Sistem Penerimaan Murid Baru Jawa Timur (SPMB Jatim) 2026 menggunakan nilai Tes Kemampuan Akademik (TKA) pada sejumlah jalur. Nilai TKA menjadi komponen seleksi calon murid SMA/SMK Jatim pada jalur domisili, jalur jalur afirmasi, dan jalur nilai prestasi akademik.
Jika pendaftar jalur domisili SPMB Jatim 2026 melebihi daya tampung, calon murid diseleksi dengan urutan prioritas nilai kemampuan akademik, kemudian jarak tempat tinggal terdekat ke satuan pendidikan, dan terakhir berdasarkan usia, seperti dikutip dari laman resminya.
Nilai kemampuan akademik bagi calon murid lulusan 2026 adalah jumlah dari rata-rata nilai rapor (bobot 60 persen) dan rata-rata nilai hasil TKA (bobot 40 persen).
Sedangkan nilai kemampuan akademik bagi calon murid lulusan sebelum 2026 adalah jumlah rata-rata nilai rapor (bobot 60 persen) dan indeks satuan pendidikan SMP/MTs/sederajat asal pada SPMB Jatim 2026 (bobot 40 persen).
Diketahui, TKA jenjang SMP/sederajat baru digelar pada 2026. Penyelenggaraan TKA SMP dan sederajat utama telah berlangsung pada 6-16 April 2026, sedangkan TKA susulan akan digelar pada 11-19 Mei mendatang.

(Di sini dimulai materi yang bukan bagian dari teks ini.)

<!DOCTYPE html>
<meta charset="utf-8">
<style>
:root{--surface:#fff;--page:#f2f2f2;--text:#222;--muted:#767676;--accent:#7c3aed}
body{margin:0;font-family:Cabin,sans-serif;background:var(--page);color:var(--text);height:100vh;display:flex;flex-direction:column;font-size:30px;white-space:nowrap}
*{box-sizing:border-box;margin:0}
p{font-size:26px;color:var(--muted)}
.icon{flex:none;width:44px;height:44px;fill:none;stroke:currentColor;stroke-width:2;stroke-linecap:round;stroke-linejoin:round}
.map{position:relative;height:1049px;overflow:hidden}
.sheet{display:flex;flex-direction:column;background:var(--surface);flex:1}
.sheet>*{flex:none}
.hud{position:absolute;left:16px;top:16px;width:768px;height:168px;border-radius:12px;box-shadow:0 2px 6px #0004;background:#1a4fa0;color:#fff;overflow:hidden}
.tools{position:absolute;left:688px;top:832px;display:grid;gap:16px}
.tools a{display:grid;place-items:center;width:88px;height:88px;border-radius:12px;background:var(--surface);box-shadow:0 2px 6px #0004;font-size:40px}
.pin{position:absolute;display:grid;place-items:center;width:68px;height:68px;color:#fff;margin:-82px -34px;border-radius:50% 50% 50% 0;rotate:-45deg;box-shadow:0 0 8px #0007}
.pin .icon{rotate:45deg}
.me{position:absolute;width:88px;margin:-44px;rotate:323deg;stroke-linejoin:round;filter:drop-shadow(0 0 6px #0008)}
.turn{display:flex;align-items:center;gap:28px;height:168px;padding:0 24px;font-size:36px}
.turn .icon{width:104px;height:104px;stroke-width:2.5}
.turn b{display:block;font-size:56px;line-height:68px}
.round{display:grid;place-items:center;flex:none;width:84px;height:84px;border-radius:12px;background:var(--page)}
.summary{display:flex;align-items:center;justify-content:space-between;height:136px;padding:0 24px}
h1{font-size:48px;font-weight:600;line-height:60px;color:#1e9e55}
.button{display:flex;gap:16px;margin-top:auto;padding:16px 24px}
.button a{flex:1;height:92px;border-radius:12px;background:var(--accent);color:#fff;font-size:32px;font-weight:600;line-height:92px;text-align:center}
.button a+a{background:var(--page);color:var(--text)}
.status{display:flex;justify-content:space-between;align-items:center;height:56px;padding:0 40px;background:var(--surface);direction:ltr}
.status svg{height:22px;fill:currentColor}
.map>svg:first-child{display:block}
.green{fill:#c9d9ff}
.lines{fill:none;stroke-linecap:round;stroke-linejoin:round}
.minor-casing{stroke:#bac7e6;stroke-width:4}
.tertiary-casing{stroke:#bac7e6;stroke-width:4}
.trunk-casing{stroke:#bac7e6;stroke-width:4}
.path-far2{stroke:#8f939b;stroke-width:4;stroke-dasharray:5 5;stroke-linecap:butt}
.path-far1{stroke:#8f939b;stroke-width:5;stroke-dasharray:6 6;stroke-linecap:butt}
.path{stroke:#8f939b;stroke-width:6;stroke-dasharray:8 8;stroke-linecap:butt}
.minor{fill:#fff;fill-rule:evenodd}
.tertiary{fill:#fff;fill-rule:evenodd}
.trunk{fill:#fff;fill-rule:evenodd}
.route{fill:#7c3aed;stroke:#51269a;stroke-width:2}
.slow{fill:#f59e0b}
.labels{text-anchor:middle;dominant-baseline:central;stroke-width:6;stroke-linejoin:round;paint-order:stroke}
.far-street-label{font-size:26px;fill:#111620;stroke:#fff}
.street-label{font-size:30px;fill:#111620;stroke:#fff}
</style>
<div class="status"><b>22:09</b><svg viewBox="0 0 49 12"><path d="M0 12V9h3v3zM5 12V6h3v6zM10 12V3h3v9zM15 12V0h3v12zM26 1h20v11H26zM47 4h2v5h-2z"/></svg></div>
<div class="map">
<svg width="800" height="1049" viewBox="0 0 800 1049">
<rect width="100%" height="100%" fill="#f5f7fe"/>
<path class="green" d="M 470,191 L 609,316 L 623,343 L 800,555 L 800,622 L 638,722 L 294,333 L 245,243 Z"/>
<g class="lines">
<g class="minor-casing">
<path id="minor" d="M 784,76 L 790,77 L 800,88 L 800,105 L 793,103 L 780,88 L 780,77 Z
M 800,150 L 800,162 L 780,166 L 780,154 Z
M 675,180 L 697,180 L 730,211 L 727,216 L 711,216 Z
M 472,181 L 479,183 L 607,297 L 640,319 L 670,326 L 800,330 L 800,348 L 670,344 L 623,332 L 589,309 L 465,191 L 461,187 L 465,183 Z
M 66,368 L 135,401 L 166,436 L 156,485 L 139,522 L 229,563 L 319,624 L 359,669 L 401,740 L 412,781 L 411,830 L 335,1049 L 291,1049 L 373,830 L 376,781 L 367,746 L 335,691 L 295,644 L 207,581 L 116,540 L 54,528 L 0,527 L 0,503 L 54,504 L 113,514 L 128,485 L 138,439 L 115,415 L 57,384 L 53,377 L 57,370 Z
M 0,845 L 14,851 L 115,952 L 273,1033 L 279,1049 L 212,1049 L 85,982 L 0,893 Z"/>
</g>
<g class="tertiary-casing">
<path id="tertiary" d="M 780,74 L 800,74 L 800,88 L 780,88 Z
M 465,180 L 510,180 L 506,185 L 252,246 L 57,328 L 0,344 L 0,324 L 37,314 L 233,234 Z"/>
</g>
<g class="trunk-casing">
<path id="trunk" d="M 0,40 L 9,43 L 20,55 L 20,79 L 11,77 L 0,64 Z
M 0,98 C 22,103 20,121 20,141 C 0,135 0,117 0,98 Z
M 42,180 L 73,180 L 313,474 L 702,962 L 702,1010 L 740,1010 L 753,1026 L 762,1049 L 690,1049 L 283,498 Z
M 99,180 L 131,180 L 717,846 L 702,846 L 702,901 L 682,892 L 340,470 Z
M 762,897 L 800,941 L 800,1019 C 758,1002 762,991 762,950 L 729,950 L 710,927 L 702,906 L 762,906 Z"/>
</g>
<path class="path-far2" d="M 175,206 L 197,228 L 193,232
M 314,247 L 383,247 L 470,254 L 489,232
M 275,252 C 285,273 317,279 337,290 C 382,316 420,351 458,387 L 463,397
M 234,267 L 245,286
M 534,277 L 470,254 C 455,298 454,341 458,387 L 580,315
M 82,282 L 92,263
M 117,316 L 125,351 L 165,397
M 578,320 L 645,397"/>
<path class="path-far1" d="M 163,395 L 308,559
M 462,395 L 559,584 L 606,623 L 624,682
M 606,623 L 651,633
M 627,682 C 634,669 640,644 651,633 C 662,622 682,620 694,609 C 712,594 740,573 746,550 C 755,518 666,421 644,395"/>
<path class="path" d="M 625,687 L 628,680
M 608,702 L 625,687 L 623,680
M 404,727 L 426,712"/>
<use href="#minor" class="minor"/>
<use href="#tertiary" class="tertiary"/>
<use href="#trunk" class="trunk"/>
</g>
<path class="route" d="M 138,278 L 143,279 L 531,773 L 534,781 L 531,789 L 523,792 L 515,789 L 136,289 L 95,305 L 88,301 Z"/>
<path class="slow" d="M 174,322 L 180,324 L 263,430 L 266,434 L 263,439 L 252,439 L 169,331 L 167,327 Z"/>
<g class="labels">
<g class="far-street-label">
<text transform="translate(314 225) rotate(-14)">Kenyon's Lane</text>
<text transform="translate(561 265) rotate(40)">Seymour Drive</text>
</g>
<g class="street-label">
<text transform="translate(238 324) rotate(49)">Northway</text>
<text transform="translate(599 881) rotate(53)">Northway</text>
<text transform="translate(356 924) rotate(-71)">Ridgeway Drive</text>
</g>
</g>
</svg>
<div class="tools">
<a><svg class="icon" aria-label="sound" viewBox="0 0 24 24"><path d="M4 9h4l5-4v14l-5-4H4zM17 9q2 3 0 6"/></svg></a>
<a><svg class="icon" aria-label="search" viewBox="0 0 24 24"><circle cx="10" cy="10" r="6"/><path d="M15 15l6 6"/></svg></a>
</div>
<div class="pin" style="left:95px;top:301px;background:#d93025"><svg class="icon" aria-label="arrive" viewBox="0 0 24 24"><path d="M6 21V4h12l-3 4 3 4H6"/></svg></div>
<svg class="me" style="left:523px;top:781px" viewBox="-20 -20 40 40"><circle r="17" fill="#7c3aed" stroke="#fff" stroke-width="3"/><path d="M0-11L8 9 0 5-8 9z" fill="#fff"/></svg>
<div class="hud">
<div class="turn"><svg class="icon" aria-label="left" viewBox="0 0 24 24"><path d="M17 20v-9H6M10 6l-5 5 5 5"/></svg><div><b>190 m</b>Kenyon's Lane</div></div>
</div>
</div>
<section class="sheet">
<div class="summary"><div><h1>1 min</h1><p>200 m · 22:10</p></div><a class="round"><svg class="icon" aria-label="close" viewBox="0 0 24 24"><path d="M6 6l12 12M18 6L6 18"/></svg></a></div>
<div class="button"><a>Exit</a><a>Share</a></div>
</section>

TKA di Jalur Afirmasi SPMB Jatim 2026
Jalur SPMB Jatim 2026 terdiri dari:
1. Jalur afirmasi keluarga ekonomi tidak mampu dan Afirmasi Pendidikan Menengah (Adem)2. Jalur afirmasi anak buruh dari keluarga ekonomi tidak mampu3. Jalur afirmasi nilai kemampuan akademik keluarga ekonomi tidak mampu 4. Jalur afirmasi penyandang disabilitas. Nilai TKA digunakan pada jalur afirmasi nilai kemampuan akademik keluarga ekonomi tidak mampu SPMB Jatim 2026. Jalur ini menyasar anak dengan jumlah nilai kemampuan akademik minimal 85.
Nilai kemampuan akademik pada jalur tersebut dihitung dari jumlah rata-rata nilai rapor (bobot 60 persen) dan rata-rata nilai hasil TKA (bobot 40 persen).
TKA di Jalur Nilai Prestasi Akademik SPMB Jatim 2026
Jalur ini menilai calon murid berdasarkan jumlah nilai kemampuan akademik. Bagi lulusan 2026, nilai kemampuan akademik dihitung dari jumlah rata-rata nilai rapor (bobot 60 persen) ditambah rata-raqta hasil TKA.
Sedangkan bagi lulusan sebelum 2026, nilai kemampuan akademik dihitung dari jumlah rata-rata nilai rapor (bobot 60 persen), ditambah indeks SMP/MTs/sederajat asal pada SPMB 2026.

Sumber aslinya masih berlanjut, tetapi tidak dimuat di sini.